Vendor Independence
Thursday, 19 May 2005
Frank Scarvo reports results of a survey at ComputerEconomics.com that IT decision makers value “reduced dependence on vendors“.
This indicates that software buyers must feel some level of dependence on proprietary software vendors, from which they desire freedom. Such dependence includes reliance on the vendor for maintenance and support and the necessity for the buyer to accept version upgrades that the buyer may not need or want.
My take on this is a bit different. Open-source or not, the software buyer is dependent on someone skilled maintaining it, or who is able to make changes to it. I doubt if the entire Windows source tree is made available, even a company like IBM would be confident enough to patch it and deploy a customized version with full confidence that it is not going to break some existing program. Raymond Chen has a good stories of breakages when they try to change the private APIs - these range from disk defragmenters which assumed a certain number bytes exist on the stack, to hardware which wouldn’t function if they were plugged in the last ISA slot.

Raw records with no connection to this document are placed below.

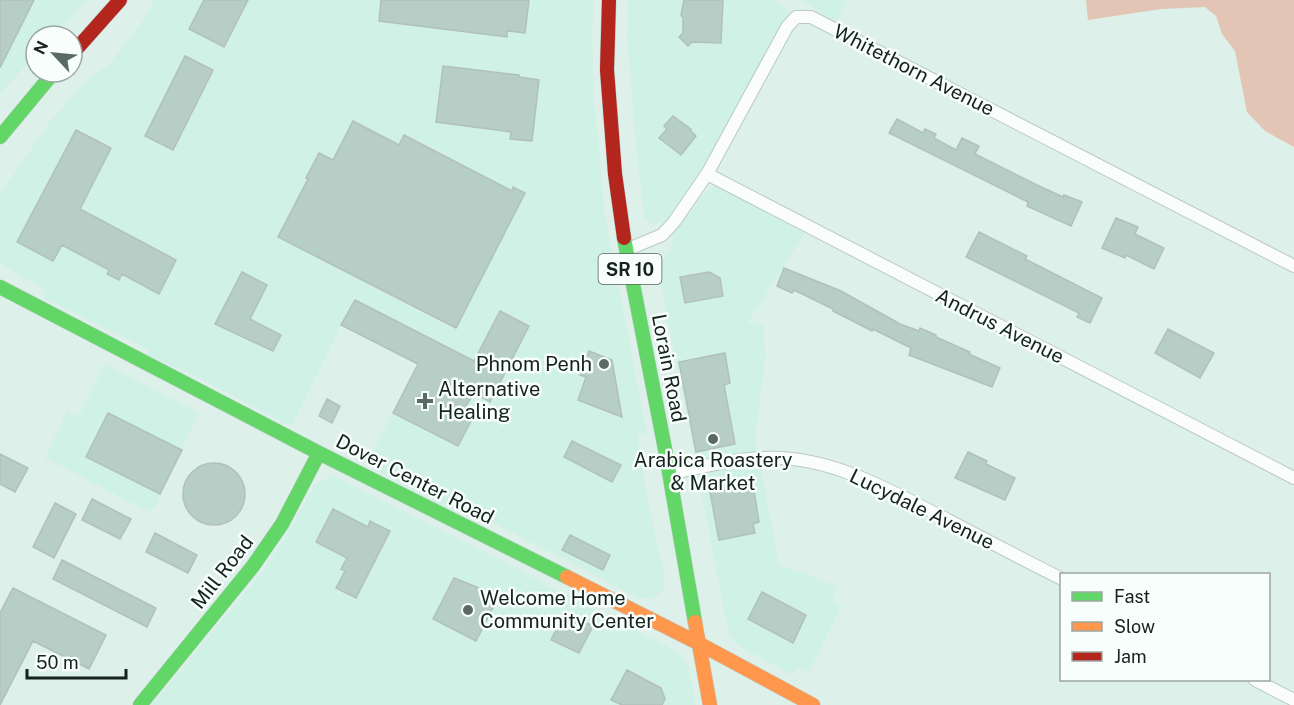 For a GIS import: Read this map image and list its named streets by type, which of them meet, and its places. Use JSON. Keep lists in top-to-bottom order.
{
  "streets": {
    "street": [
      "Whitethorn Avenue",
      "SR 10",
      "Andrus Avenue",
      "Lorain Road",
      "Dover Center Road",
      "Lucydale Avenue",
      "Mill Road"
    ]
  },
  "crossings": [
    ["Whitethorn Avenue", "Andrus Avenue"],
    ["Whitethorn Avenue", "Lorain Road"],
    ["Lorain Road", "Dover Center Road"],
    ["Lorain Road", "Lucydale Avenue"],
    ["Dover Center Road", "Mill Road"]
  ],
  "places": {
    "other": ["Phnom Penh", "Arabica Roastery & Market", "Welcome Home Community Center"],
    "health": ["Alternative Healing"]
  },
  "legend": ["Fast", "Slow", "Jam"],
  "scale_bar": "50 m",
  "north": "top left"
}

Try deploying a change like to to 30,000 seats and you’d start to see the bug reports streaming in.
Even open-source software avoid fragmentation and the consequent death-by-a-thousand branches through only supporting the current mainline plus major point releases. Developers who program applications on top of Python prefer to develop with the most recent versions, i.e. 2.3 or 2.4 rather than 2.1, because there is no further development in the older versions, and it is often more costly to port libraries back to 2.1 than having them for free in the latest versions.
Given that being able to maintain software oneself can be more costly than depending on others, why is it that buyers wish to have less relationship with their vendors, rather than more?
- It’s a matter of trust - perhaps vendors haven’t told their side of the story well enough, that buyers feel they are being price gouged, and forced into an upgrade cycle. But come on, how can it be good for a software’s continued development if the development team has to support all the old versions?
- Perhaps reduced dependence is an empty wish. Like a teenager who’d like to move out as soon as possible but doesn’t anyway because it’s a better deal staying at home. For these IT managers, I wish them a happy trip to open-source and see it for all that is good and bad about it.